A carismática Susan Sarandon sabe, como poucas atrizes, explorar a delicadeza. Bom exemplo está na comovente cena inicial. No café da manhã, em espaço aberto da casa, ela baila sozinha, sob olhares do marido.
A música deve lhe trazer boas lembranças porque a maneira como dança, arqueando o corpo em suave balanço, é bonito e amoroso, como se fosse um sutil gesto de agradecimento à vida.
Se a trama envolve partida, traz, também, acerto de contas. A família está convidada pelos pais para um fim de semana na casa da praia. Susan interpreta a mãe Liv e, Sam Neill, o pai, Paul. As duas filhas são a comportada Jennifer (Kate Winslet) e a destrambelhada Anna (Mia Wasikowska).

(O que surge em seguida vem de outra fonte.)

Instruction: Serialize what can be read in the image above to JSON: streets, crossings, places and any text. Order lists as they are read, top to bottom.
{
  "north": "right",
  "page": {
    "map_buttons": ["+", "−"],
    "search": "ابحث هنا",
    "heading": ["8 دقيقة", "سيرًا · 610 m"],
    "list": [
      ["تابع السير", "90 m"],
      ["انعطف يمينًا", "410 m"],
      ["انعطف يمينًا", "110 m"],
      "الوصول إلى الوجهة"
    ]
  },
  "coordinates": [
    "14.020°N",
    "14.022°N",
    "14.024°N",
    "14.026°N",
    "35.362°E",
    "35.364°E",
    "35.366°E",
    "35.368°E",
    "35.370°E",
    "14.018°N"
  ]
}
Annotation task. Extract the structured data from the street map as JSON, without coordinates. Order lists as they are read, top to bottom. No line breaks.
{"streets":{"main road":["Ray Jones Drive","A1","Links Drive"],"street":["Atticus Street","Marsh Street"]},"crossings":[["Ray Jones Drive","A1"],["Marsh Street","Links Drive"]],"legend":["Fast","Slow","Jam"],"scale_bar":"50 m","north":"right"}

A primeira está acompanhada do marido Michael (Rainn Wilson) e do filho Jonathan (Anson Boon) e, a segunda, da namorada Chris (Bex Taylor-Klaus). E tem a personagem importantíssima da amiga do casal, Liz (Lindsay Duncan). Faz sentido citar todo mundo porque são personagens fortes e decisivos.

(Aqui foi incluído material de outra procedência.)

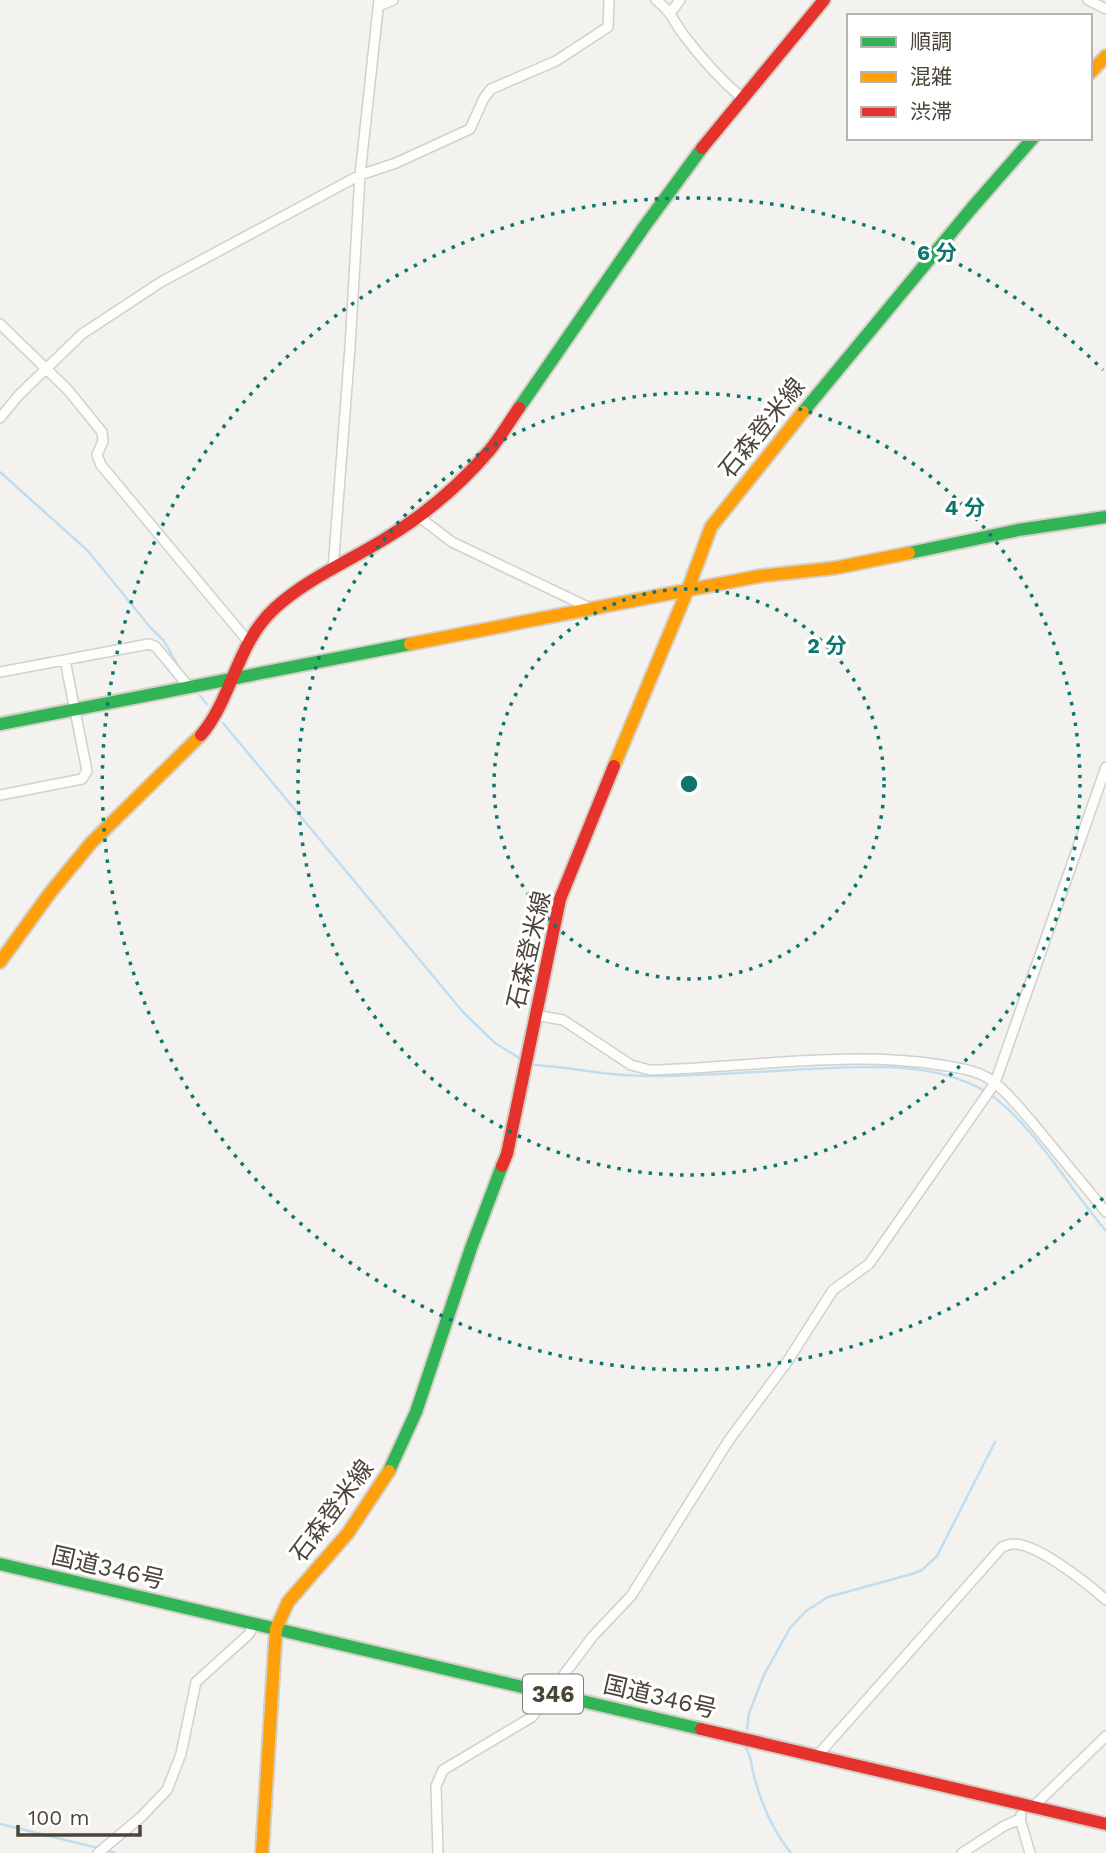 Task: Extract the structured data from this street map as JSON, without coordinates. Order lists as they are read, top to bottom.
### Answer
{
  "streets": {
    "main road": ["石森登米線", "国道346号", "346"]
  },
  "crossings": [
    ["石森登米線", "国道346号"]
  ],
  "legend": ["順調", "混雑", "渋滞"],
  "scale_bar": "100 m",
  "rings": ["6 分", "4 分", "2 分"]
}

Liz, por exemplo, está envolvida em uma história do passado, que irá mexer com Jennifer, mulher cheia de recatos, que traz Kate Winslet de volta para um papel digno de seu talento. A presença de Chris colocará lenha na fogueira da relação entre as irmãs. Elas passaram a vida brigando e, a mãe, pela postura frente à vida, sempre se sobrepôs às filhas.

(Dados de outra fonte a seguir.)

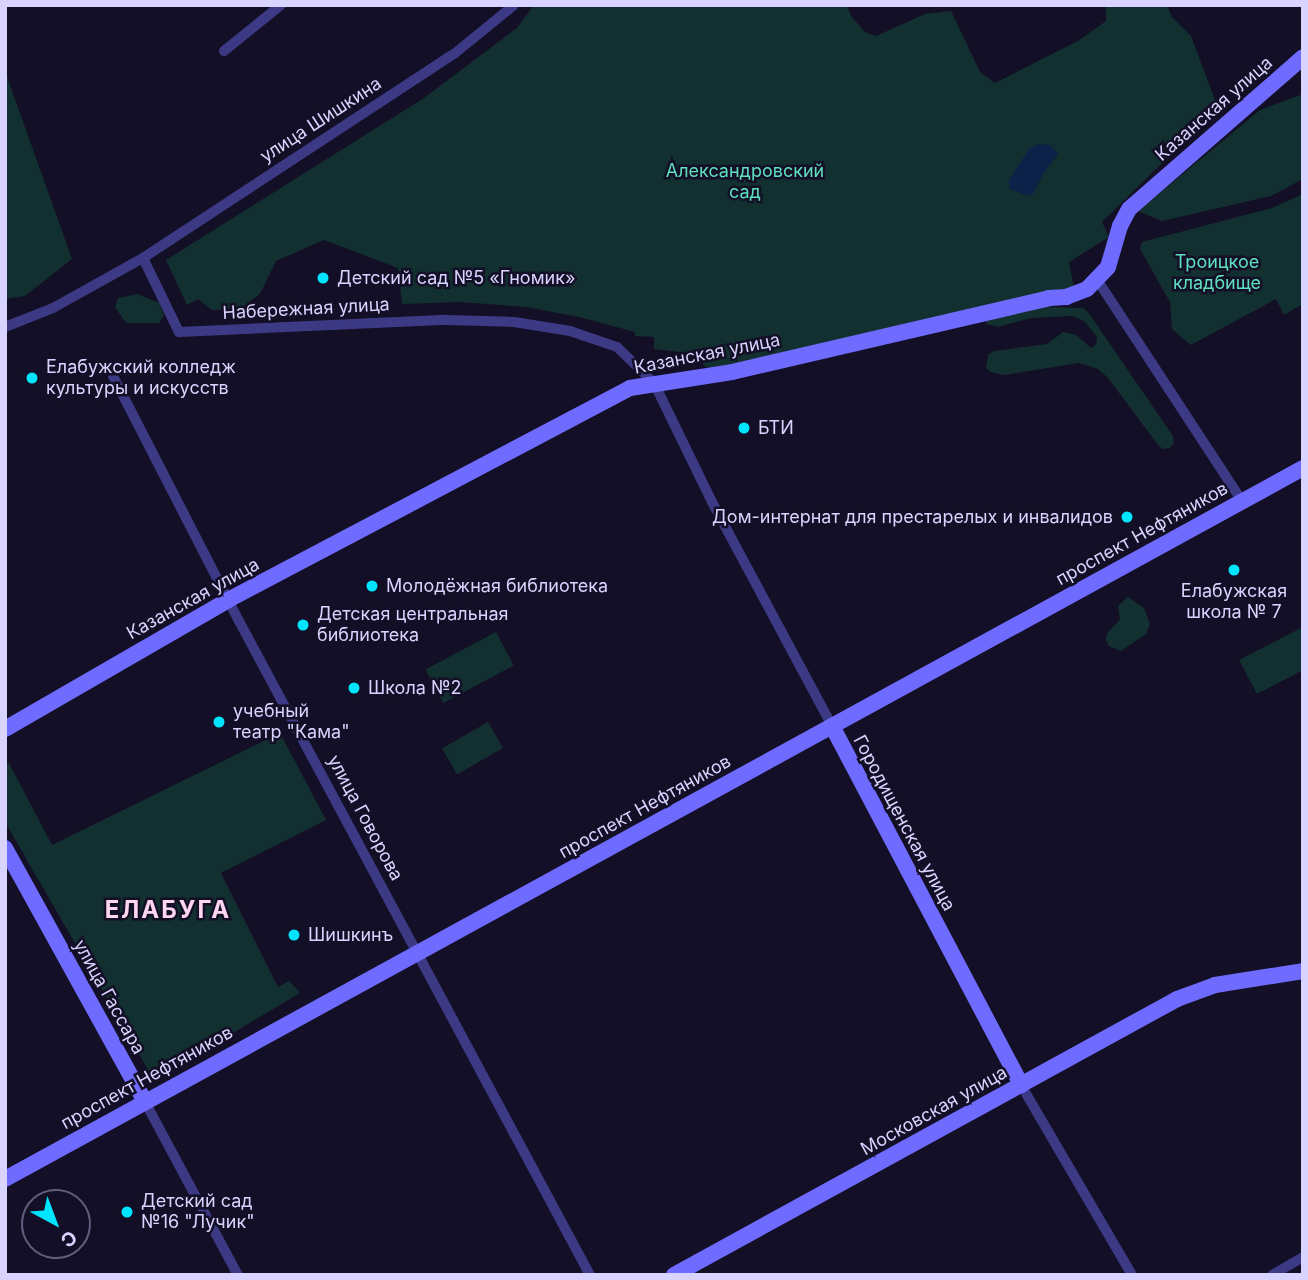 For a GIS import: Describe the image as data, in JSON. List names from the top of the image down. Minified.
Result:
{"streets":{"main road":["Казанская улица","проспект Нефтяников","Городищенская улица","улица Гассара","Московская улица"],"street":["улица Шишкина","Набережная улица","улица Говорова"]},"crossings":[["Казанская улица","Набережная улица"],["Казанская улица","улица Говорова"],["Казанская улица","Городищенская улица"],["улица Шишкина","Набережная улица"],["Набережная улица","Городищенская улица"],["проспект Нефтяников","улица Говорова"],["проспект Нефтяников","Городищенская улица"],["проспект Нефтяников","улица Гассара"],["Городищенская улица","Московская улица"]],"districts":["ЕЛАБУГА"],"parks":["Александровский сад","Троицкое кладбище"],"places":["Детский сад №5 «Гномик»","Елабужский колледж культуры и искусств","БТИ","Дом-интернат для престарелых и инвалидов","Елабужская школа № 7","Молодёжная библиотека","Детская центральная библиотека","Школа №2","учебный театр \"Кама\"","Шишкинъ","Детский сад №16 \"Лучик\""],"north":"bottom right"}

O adolescente Jonathan, escondido no início da trama, crescerá ao ponto de virar referência de futuro no sentido de apostar na realização pessoal e de tirar dos ombros o peso de viver em uma família marcada por ressentimentos e frustrações.
Veja o trailer no link https://www.youtube.com/watch?v=gsHCRemXGRY
Dois dos momentos mais bonitos envolvem, justamente, Jonathan: em conversa franca com a avó sobre os planos dele e quando acompanha o pai na tarefa de cortar um pinheiro para se montar a árvore de Natal. A força da primeira cena está no fato de que aquele, talvez, tenha sido o momento no qual a vida do garoto tomou novo rumo. Na segunda, a singeleza de comemorar o Natal quando ainda o Natal está bem longe; porém, esta foi a data escolhida para marcar a despedida.
O bom roteiro de Christian Torpe, a partir da ideia original do diretor dinamarquês Bille August, reúne todos os ingredientes de um bom drama familiar. Anda difícil falar sobre assuntos dramáticos nestes tristes tempos em que vivemos – no Brasil, em especial –, mas um bom modo de lidar com dramas pessoais é observar o outro.
Pode haver identificação ou empatia e, nos dois casos, nos aproximamos de nós mesmos, o que pode provocar o choro. Pois era o que faziam os gregos reunidos em arena para assistir à encenação das tragédias e gerava a catarse.
Em A Despedida, olhar para nós mesmos será inevitável, pois famílias são todas iguais. Basta que nos identifiquemos com os personagens. Ou, no mínimo, que façamos brotar nossa empatia por eles.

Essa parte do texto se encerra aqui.